The defender filled out many roles for the club throughout his career, including stints in both full-back slots.
But it’s at centre back where the one-club man made his name.
His performances during the 2004-05 season, when Liverpool won the Champions League, earned him a nomination for that year’s Ballon d’Or award.
Carragher was also twice voted as the club’s Player of the Year, and made it to the PFA Players’ Team of the Year in 2005/06.
Carragher’s consistency and longevity are practically unmatched throughout the league’s history.
Steve McManaman
Local lad McManaman was the creative force around which the Liverpool team was built throughout the 1990s.
Often derided as an underachieving outfit, under Graeme Souness and Roy Evans, the Reds could nonetheless rely on Macca’s consistency, dribbling skills and tireless running to keep them in contention.
He enjoyed a fantastic relationship with Fowler and, later, Owen and has been described by plenty of ex-Reds as the greatest player they ever played with.
Unfortunate to play in an era where Liverpool didn’t challenge for league titles, McManaman is probably the club’s best player of the decade.
Sir Alex Ferguson was famously fearful of McManaman whenever his Manchester United team played against Liverpool, often deploying a destructive man-marking system to cancel him out.

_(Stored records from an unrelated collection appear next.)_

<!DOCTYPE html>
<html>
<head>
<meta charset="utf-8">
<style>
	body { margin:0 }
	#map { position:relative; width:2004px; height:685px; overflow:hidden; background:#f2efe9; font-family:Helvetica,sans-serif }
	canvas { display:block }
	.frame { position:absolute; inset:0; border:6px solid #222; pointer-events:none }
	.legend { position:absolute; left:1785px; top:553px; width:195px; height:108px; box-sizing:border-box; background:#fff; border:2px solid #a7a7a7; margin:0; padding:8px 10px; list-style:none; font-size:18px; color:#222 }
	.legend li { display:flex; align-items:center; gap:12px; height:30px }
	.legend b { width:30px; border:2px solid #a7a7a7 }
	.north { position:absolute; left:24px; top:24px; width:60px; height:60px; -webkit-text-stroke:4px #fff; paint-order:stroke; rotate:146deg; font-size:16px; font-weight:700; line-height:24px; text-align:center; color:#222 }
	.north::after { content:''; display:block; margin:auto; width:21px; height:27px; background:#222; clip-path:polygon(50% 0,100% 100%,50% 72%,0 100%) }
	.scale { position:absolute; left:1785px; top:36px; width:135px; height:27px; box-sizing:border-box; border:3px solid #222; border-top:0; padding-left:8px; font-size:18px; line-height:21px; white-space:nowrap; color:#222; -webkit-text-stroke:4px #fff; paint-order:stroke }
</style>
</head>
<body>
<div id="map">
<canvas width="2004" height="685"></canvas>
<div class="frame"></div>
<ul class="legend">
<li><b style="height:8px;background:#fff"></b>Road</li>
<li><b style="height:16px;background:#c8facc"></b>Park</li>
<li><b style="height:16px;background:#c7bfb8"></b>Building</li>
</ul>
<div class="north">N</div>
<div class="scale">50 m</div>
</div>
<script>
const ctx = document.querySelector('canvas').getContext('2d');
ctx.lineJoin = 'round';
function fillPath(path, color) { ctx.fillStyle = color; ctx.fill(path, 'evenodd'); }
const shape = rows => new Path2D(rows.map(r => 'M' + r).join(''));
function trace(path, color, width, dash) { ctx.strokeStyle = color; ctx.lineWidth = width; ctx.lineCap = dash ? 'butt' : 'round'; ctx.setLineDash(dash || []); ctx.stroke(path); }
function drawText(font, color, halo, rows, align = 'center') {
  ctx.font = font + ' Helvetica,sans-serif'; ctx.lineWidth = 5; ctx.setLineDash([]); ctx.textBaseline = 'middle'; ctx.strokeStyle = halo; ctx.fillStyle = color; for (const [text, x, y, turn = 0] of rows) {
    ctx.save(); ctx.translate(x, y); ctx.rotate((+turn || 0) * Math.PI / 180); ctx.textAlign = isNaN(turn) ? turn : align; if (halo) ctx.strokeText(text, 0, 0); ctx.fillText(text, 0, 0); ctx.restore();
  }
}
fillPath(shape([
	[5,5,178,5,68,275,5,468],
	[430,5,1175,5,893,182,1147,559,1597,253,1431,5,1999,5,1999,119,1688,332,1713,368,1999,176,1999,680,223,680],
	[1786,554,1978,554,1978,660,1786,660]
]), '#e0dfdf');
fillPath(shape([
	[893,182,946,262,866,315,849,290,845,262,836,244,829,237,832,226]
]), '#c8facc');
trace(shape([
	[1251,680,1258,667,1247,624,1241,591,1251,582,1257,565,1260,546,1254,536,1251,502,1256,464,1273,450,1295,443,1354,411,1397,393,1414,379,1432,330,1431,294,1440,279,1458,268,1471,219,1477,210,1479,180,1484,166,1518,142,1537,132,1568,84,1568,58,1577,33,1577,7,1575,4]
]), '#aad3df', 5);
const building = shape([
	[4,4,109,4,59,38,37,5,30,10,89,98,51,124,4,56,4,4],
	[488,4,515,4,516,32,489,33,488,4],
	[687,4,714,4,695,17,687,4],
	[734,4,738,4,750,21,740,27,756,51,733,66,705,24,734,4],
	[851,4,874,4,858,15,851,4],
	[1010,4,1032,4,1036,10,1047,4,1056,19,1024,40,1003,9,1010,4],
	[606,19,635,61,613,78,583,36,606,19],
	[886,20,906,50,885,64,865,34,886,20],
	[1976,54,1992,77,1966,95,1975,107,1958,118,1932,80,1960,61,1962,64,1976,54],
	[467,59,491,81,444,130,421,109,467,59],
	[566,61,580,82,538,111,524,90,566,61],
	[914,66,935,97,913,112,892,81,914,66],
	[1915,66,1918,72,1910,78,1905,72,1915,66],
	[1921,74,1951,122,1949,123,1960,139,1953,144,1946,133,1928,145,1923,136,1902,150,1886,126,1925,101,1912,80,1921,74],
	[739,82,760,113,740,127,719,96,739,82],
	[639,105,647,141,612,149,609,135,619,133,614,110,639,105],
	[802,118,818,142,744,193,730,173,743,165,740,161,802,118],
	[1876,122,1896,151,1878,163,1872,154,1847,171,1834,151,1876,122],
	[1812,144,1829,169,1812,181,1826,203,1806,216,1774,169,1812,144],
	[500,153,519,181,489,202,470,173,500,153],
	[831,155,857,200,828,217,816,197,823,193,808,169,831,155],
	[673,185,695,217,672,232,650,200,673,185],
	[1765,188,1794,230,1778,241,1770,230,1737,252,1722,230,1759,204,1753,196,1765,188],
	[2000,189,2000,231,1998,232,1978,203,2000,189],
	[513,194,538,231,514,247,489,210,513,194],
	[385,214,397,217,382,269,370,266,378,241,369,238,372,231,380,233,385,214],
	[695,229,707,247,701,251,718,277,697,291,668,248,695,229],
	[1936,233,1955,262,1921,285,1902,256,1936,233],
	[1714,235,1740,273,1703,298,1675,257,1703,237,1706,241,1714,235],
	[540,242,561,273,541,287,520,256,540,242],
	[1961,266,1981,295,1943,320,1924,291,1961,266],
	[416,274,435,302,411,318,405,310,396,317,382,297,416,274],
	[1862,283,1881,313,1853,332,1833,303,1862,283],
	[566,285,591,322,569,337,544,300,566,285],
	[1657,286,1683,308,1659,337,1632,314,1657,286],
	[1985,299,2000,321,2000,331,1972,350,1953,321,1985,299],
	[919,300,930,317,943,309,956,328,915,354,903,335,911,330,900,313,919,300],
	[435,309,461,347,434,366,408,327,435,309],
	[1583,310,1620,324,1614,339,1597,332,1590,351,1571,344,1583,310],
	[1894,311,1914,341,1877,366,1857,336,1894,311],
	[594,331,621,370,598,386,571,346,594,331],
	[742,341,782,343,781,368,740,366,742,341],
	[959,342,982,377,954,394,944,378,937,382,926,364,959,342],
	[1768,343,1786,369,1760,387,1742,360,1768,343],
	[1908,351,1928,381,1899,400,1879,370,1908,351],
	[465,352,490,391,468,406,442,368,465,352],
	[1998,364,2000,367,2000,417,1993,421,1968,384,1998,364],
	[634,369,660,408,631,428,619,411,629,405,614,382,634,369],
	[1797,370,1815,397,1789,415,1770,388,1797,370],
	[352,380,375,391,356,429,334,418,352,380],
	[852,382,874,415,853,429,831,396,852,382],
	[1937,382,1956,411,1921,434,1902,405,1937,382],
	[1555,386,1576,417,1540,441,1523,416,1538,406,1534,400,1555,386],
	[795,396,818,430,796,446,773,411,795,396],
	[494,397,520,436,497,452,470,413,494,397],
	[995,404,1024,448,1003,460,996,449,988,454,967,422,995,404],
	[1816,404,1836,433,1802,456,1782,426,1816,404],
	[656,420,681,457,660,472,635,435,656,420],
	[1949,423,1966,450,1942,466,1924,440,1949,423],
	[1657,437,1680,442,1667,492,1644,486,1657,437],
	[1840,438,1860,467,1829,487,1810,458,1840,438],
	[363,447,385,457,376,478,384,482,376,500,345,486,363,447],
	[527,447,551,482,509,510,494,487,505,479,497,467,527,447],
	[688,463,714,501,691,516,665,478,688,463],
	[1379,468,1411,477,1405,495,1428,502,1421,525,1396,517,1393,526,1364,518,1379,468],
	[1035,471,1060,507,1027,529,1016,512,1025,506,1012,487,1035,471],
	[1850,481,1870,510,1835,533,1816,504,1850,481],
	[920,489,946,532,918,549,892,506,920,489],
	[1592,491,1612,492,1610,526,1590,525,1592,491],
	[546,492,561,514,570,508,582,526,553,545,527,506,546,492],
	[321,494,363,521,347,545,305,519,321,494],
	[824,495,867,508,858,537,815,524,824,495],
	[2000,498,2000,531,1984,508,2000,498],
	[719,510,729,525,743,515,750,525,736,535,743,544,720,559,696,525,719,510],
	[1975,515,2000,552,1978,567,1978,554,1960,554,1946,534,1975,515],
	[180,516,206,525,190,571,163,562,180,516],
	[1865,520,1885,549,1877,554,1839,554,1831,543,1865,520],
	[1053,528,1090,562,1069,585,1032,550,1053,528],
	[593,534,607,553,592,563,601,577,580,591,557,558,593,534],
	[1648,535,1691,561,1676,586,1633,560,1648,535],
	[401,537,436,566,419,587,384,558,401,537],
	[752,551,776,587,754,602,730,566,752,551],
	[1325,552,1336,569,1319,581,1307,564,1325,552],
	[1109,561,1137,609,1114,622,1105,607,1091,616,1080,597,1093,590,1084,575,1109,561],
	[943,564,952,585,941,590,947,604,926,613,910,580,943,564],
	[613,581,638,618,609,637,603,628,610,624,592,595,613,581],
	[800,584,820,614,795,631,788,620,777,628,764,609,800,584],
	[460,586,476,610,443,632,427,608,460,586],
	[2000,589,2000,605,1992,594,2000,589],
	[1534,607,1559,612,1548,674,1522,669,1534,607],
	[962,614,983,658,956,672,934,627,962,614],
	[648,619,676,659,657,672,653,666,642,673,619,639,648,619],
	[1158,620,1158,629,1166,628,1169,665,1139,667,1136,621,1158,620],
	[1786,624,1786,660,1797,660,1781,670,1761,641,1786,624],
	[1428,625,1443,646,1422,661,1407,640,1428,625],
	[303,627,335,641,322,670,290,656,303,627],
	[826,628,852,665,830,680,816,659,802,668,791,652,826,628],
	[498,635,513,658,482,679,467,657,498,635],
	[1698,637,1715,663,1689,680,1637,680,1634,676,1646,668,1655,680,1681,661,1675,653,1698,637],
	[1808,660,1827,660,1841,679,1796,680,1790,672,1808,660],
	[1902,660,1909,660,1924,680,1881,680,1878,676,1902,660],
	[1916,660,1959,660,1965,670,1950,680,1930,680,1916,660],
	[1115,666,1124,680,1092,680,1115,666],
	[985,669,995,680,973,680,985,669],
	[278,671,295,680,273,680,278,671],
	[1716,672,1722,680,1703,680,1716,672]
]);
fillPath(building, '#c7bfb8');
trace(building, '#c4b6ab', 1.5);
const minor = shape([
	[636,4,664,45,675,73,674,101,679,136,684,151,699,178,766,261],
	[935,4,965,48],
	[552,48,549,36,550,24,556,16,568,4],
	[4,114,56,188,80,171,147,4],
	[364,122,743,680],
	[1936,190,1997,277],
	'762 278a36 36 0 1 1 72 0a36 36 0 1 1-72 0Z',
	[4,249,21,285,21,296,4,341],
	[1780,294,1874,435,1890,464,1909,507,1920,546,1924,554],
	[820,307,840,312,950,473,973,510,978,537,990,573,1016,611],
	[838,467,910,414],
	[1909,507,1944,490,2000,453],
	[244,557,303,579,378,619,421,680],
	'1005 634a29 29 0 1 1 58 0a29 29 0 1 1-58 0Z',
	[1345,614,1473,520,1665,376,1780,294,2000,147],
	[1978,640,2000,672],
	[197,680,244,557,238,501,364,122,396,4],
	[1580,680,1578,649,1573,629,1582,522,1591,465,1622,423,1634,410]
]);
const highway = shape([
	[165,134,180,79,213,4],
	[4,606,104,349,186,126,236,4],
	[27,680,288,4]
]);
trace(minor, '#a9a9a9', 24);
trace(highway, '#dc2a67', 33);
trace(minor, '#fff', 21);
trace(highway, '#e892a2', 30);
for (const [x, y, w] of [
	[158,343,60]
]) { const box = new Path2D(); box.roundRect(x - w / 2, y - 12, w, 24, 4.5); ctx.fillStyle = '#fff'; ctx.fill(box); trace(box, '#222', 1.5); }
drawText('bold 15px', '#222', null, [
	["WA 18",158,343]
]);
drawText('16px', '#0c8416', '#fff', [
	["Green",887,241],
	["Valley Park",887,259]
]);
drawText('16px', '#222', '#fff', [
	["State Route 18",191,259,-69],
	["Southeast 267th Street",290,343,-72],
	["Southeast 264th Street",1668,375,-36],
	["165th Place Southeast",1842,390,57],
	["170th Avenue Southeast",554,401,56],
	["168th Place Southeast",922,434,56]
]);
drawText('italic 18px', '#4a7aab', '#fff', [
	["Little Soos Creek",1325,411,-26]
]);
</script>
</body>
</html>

A unique, maverick talent who could feature across the attack, McManaman excelled as a free spirit in Evans’ mid-90s edition of the Reds.
John Barnes
Ranked by many of his peers as one of the best players in the world by the end of the 1980s, Barnes’ game had changed significantly by the time the Premier League was inaugurated in 1992.
A devastating achilles injury during an England friendly earlier that summer had robbed him of his electrifying pace and he converted from all-conquering left-winger to midfield general.
Barnes could see the game like few others and he dictated the tempo in the centre for the Reds throughout the mid-90s.
Another all-time great whose team achievements didn’t match his talent throughout a fallow period for the Anfield side, Barnes nonetheless deserves to be recognised for his creativity, vision and leadership.
If this was an English top-flight award and not solely Premier League, he would be in by now.
Xabi Alonso
Xabi Alonso, the deep-lying playmaker with a penchant for a tackle, spent five years on Merseyside, earning runners-up honours in 2009.
He was integral to the club winning their fifth-ever Champions League title in 2005 and also picked up an FA Cup in 2006. In total he played 210 times for the Reds, scoring 19 times.
Rafael Benitez was prepared to sell Alonso in the summer of 2008 in order to make way for Gareth Barry, however, no club met the manager’s asking price. Liverpool fans were outraged, chanting Alonso’s name during a pre-season friendly against Lazio.
When he returned to the side, Steven Gerrard was moved by Benitez into the second striker position, just behind Fernando Torres.
It was a managerial masterstroke with the Reds finishing second in the league. Alonso enjoyed perhaps his finest campaign ever before departing for Real Madrid.
Fernando Torres
Fernando Torres, Liverpool’s No.9.
This player and this club were destined to be together and Reds saw the very best of Torres in a whirlwind three-and-half-year spell, where he worked in tandem with Steve Gerrard. Sadly, it delivered him no trophies.
His search for those took him to Chelsea for a record £50m fee after handing in a transfer request in January 2011.
Despite the goals, the songs and the memories, Liverpool fans have taken a long time to forgive him for it.
Torres shone bright, and during his time at Liverpool he was ranked as the greatest striker in the world. He was twice named in the PFA Players’ Team of the Year and twice in the FIFA FIFPro World XI.
He signed off with 65 league goals in 102 appearances.
Torres was, arguably, never the same player after suffering the effects of too many injuries. There is a marked difference between Liverpool’s Torres, of those pre-injury days, and post.
“No doubt, it was my peak as a player,” he told the official Liverpool website of his time at the club back in 2019.